Cast: Anthony Hopkins, Emma Thompson

Director: James Ivory

Screenplay: Ruth Prawer Jhabvala

Running time: 2 hrs 14 mins

Genre: Drama



CRITIQUE:


When you're watching British period dramas, chances are, you're very likely to find recurring themes of stiff upper-lippery, the commotions that run through upstairs and downstairs, populated by people usually in costumes, all bearing the gloomiest of faces. It's easy to be cynical, as perhaps films like these have been dulled in the contemporary age of television costume-drama fodder. But it's undoubtedly hard to dismiss the intensity of this Merchant Ivory's adaptation of Kazuo Ishiguro's story of blind loyalty, class divide and repressed love. At its heart is a character study of a dutiful butler, the impeccable Mr Stevens, in his servitude to the Lord of Darlington Hall during the pre-WWII Britain. His faculties deny him to function as a human being, whose emotional suppression is so strong his disposition to the relationships around the hall always appear a matter-of-fact. There are moments when serious personal tragedies such as his father's demise become overshadowed and unattended due to his sense of daily servitude to his lordship. And he is even blase with his master's conspiracy with the forebidding Nazis in the house.

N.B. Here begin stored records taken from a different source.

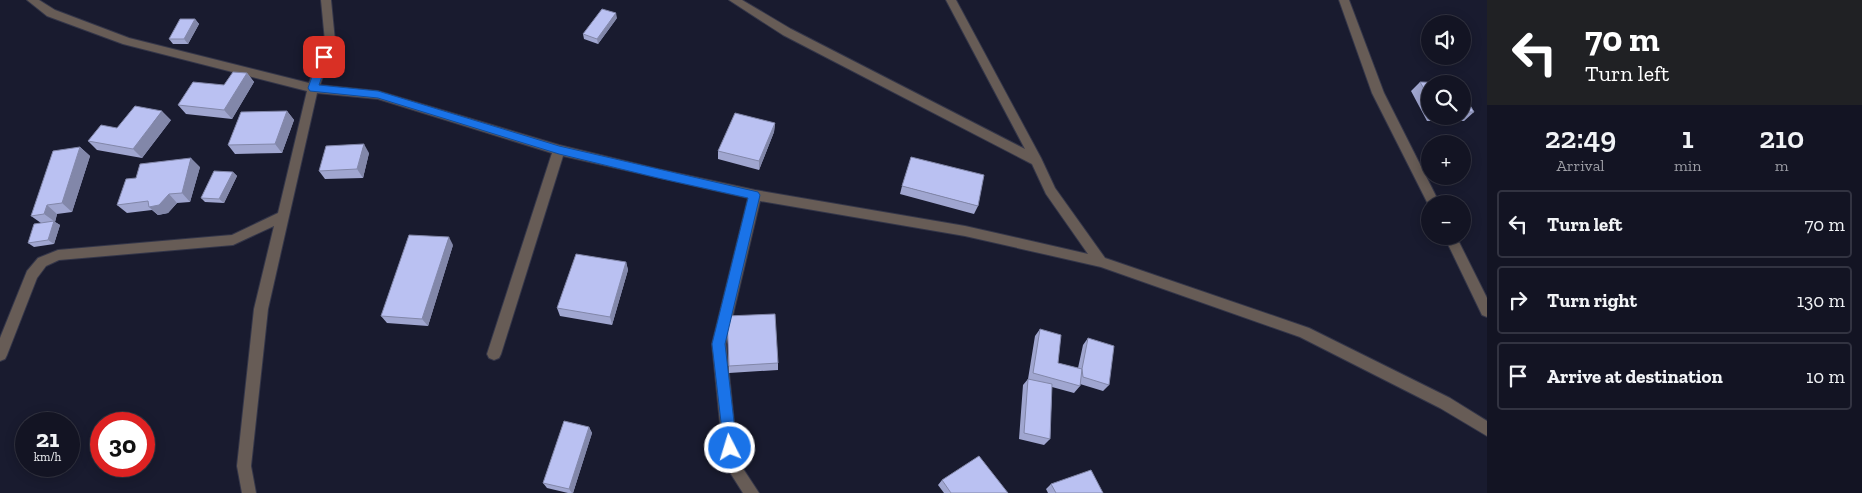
<!DOCTYPE html>
<html lang="en">
<head>
<meta charset="utf-8">
<style>
  :root { --surface:#131423; --page:#1c1d2b; --text:#f1f3f6; --muted:#9d9ea6; --line:#323341 }
  body { margin:0; font-family:"Zilla Slab",serif; background:var(--page); color:var(--text); height:100vh; display:flex; flex-direction:column; font-size:19px; white-space:nowrap }
  * { box-sizing:border-box; margin:0 }
  p { font-size:16px; color:var(--muted) }
  .icon { flex:none; width:28px; height:28px; fill:none; stroke:currentColor; stroke-width:2; stroke-linecap:round; stroke-linejoin:round }
  .map { position:relative; flex:1; overflow:hidden }
  .panel { display:flex; flex-direction:column; background:var(--surface); width:375px }
  .panel>* { flex:none }
  .banner { background:#202124; color:#fff; overflow:hidden }
  .fabs { position:absolute; left:1421px; top:15px; display:grid; gap:10px }
  .fabs a { display:grid; place-items:center; width:50px; height:50px; border-radius:50%; background:var(--surface); box-shadow:0 2px 12px #0003,0 0 0 1px var(--line); font-size:25px }
  .speed { position:absolute; left:15px; top:412px; display:flex; gap:10px; font-size:25px; font-weight:700; text-align:center }
  .speed>* { display:grid; place-content:center; width:65px; height:65px; border-radius:50%; background:var(--surface); box-shadow:0 2px 12px #0003,0 0 0 1px var(--line); line-height:1 }
  .speed small { font-size:12px; font-weight:400 }
  .speed .limit { border:8px solid #d22; background:#fff; color:#111 }
  .pin { position:absolute; display:grid; place-items:center; width:42px; height:42px; color:#fff; margin:-21px; border-radius:10px; box-shadow:0 2px 8px #0006 }
  .me { position:absolute; width:55px; margin:-28px; rotate:355deg; stroke-linejoin:round; filter:drop-shadow(0 0 4px #0008) }
  .turn { display:flex; align-items:center; gap:18px; height:105px; padding:0 15px; font-size:22px }
  .turn .icon { width:65px; height:65px; stroke-width:2.5 }
  .turn b { display:block; font-size:35px; line-height:42px }
  .eta { display:flex; justify-content:space-evenly; align-items:center; height:85px; text-align:center }
  .eta b { font-size:30px; font-weight:600; line-height:35px }
  ul { padding:0; list-style:none }
  li { display:flex; align-items:center; gap:15px; height:68px; margin:0 10px 8px; padding:0 5px; border:2px solid var(--line); border-radius:5px }
  li div { flex:1 }
  li b { display:block; font-size:19px }
  li em { font-style:normal }
  main { display:flex; flex:1; min-height:0 }
  .map>svg:first-child { display:block }
  .lines { fill:none; stroke-linecap:round; stroke-linejoin:round }
  .street-casing { stroke:#343649; stroke-width:2 }
  .street { fill:#675c56; fill-rule:evenodd }
  .wall { fill:#a0a6d0 }
  .shaded-wall { fill:#8287a9 }
  .building { fill:#bac1f2; stroke:#8287a9 }
  .route { fill:#1a73e8; stroke:#114b97 }
</style>
</head>
<body>
<main>
<div class="map">
<svg width="1487" height="493" viewBox="0 0 1487 493">
  <rect width="100%" height="100%" fill="#191b2f"/>
  <g class="lines">
    <g class="street-casing">
      <path id="street" d="M27,0H39L55,10L129,38L309,83L325,41L321,0H331L335,41L320,85L378,91L559,145L658,169L755,190L965,226L1088,254L1046,194L1032,164L783,35L729,0H742L791,29L1025,149L946,0H956L1041,158L1055,188L1105,258L1309,328L1450,398L1487,421V436L1440,408L1300,337L1101,267L965,236L760,201L726,344L738,461L759,493H743L724,463L712,344L748,198L563,156L501,354L499,358L494,360L489,358L487,354L552,153L378,99L317,93L268,309L251,466L256,493H242L237,466L254,309L274,226L233,245L59,260L46,266L37,278L7,355L5,359L0,361V338L27,271L38,258L58,250L232,235L278,213L307,91L123,44L47,16Z
        M1339,0H1349L1384,93L1440,204H1430V208L1372,93Z
        M1444,236H1456L1487,298V317L1482,315Z"/>
    </g>
    <use href="#street" class="street"/>
  </g>
  <path class="wall" d="M617,18L598,44L584,39L583,34Z
    M195,19L199,24L188,44H173L169,39Z
    M247,73L254,82L232,119L186,114L178,105L224,85Z
    M1420,82L1430,84V116H1462V92L1474,112L1464,121H1427L1411,91Z
    M287,111L294,120L282,153L235,154L228,145Z
    M171,120L142,158L97,150L88,141L117,128Z
    M775,123L774,132L759,170L718,159V151Z
    M80,147L90,156L72,212L57,214L55,222L60,225L54,244L34,247L28,243L41,223L31,216Z
    M369,153L363,178L325,179L319,171Z
    M200,167L190,202L177,203L168,213L158,215L152,210L127,213L117,205Z
    M233,172L237,176L224,203L205,202L201,198Z
    M902,186L978,206L974,214L900,194Z
    M453,245L428,326L387,323L381,316Z
    M626,262L628,270L612,325L560,316L557,308Z
    M727,316L778,363V370L729,373Z
    M1040,329L1058,363L1078,368L1083,345L1088,338L1109,385L1103,391L1080,384V386L1074,393L1052,387L1050,439L1044,445L1019,439L1023,385L1028,379L1035,336Z
    M589,427L592,433L573,493H568L547,488L543,483Z
    M942,480L1008,493H944L938,485Z
    M1051,484L1103,493H1048L1046,489Z"/>
  <path class="shaded-wall" d="M616,13L617,18L598,44L597,39Z
    M195,19L199,24L188,44L184,39Z
    M247,73L254,82L232,119L224,110Z
    M162,111L171,120L142,158L133,149Z
    M287,111L294,120L282,153L275,144Z
    M775,123L774,132L759,170V161Z
    M364,144L369,153L363,178L357,169Z
    M80,147L90,156L72,212L62,203Z
    M191,158L200,167L190,202L182,193Z
    M233,172L237,176L224,203L219,199Z
    M169,194L177,203L168,213L158,215L149,207Z
    M47,205L57,214L55,222L60,225L54,244L48,240L54,221L44,214Z
    M449,237L453,245L428,326L422,319Z
    M626,262L628,270L612,325L610,317Z
    M589,427L592,433L573,493H572L569,489Z"/>
  <path class="building" d="M602,9L616,13L597,39L583,34Z
    M180,19H195L184,39H169Z
    M233,72L247,73L224,110L178,105L193,82L224,85Z
    M1420,82L1457,83V84H1430V99Z
    M1462,92L1474,112H1462Z
    M135,106L162,111L133,149L88,141L101,125L117,128Z
    M287,111L275,144L228,145L241,112Z
    M735,113L775,123L759,161L718,151Z
    M364,144L357,169L319,171L326,146Z
    M80,147L62,203L47,205L44,214L31,216L53,151Z
    M911,157L984,175L978,206L902,186Z
    M191,158L182,193L169,194L159,205L149,207L148,201L117,205L126,179L136,178L140,164Z
    M214,171L233,172L219,199L201,198Z
    M54,221L48,240L28,243L34,224Z
    M409,235L449,237L422,319L381,316Z
    M576,254L626,262L610,317L557,308Z
    M775,314L778,363L729,366L727,316Z
    M1040,329L1061,335L1058,363L1082,369L1080,386L1033,373Z
    M1088,338L1114,346L1109,385L1083,377L1082,369Z
    M1028,379L1052,384L1050,439L1024,433Z
    M564,421L589,427L569,489L543,483Z
    M979,456L1008,493H951L942,480Z
    M1091,470L1103,493H1056L1051,484Z"/>
  <path class="route" d="M324,53L329,57L319,85L378,91L559,146L758,192L760,195L725,344L737,448L735,453L730,454L726,453L724,448L712,344L748,198L658,178L559,154L378,98L310,91L308,88L319,57Z"/>
</svg>
<div class="fabs">
<a><svg class="icon" aria-label="sound" viewBox="0 0 24 24"><path d="M4 9h4l5-4v14l-5-4H4zM17 9q2 3 0 6"/></svg></a>
<a><svg class="icon" aria-label="search" viewBox="0 0 24 24"><circle cx="10" cy="10" r="6"/><path d="M15 15l6 6"/></svg></a>
<a>+</a>
<a>−</a>
</div>
<div class="speed"><div>21<small>km/h</small></div><div class="limit">30</div></div>
<div class="pin" style="left:324px;top:57px;background:#d93025"><svg class="icon" aria-label="arrive" viewBox="0 0 24 24"><path d="M6 21V4h12l-3 4 3 4H6"/></svg></div>
<svg class="me" style="left:730px;top:448px" viewBox="-20 -20 40 40"><circle r="17" fill="#1a73e8" stroke="#fff" stroke-width="3"/><path d="M0-11L8 9 0 5-8 9z" fill="#fff"/></svg>
</div>
<section class="panel">
<div class="banner">
<div class="turn"><svg class="icon" aria-label="left" viewBox="0 0 24 24"><path d="M17 20v-9H6M10 6l-5 5 5 5"/></svg><div><b>70 m</b>Turn left</div></div>
</div>
<div class="eta">
<div><b>22:49</b><p>Arrival</p></div>
<div><b>1</b><p>min</p></div>
<div><b>210</b><p>m</p></div>
</div>
<ul>
<li><svg class="icon" aria-label="left" viewBox="0 0 24 24"><path d="M17 20v-9H6M10 6l-5 5 5 5"/></svg><div><b>Turn left</b></div><em>70 m</em></li>
<li><svg class="icon" aria-label="right" viewBox="0 0 24 24"><path d="M7 20v-9h11M14 6l5 5-5 5"/></svg><div><b>Turn right</b></div><em>130 m</em></li>
<li><svg class="icon" aria-label="arrive" viewBox="0 0 24 24"><path d="M6 21V4h12l-3 4 3 4H6"/></svg><div><b>Arrive at destination</b></div><em>10 m</em></li>
</ul>
</section>
</main>
</body>
</html>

Anthony Hopkins exquisitely embody this painfully wretched character, with a consistent, often haunting presence. For a character that is supposedly devoid of human feelings, Hopkins is able to portray a face simmering with complex emotions, and yet also able to wither them away by a mere solidifying or blanking of his expressions. His unfulfilled relationship with the housekeeper Miss Kenton, played by a fine-cut Emma Thompson, is studied through a series of flashbacks that intercuts from Stevens' pursuit of a personal redemption in the present and his muted servitude in the past. Here the past collides with the present, so when that finale arrives, the effect is all the more devastating.


VERDICT:

Its unfocused narrative structure aside - this is a seriously contemplative study about people whose responsibilities deny them the right to their happiness. Remains of the Day has a quiet, brooding power, with Hopkins and Thompson's piercing performances, that makes it superior to many other less-accomplished British costume dramas.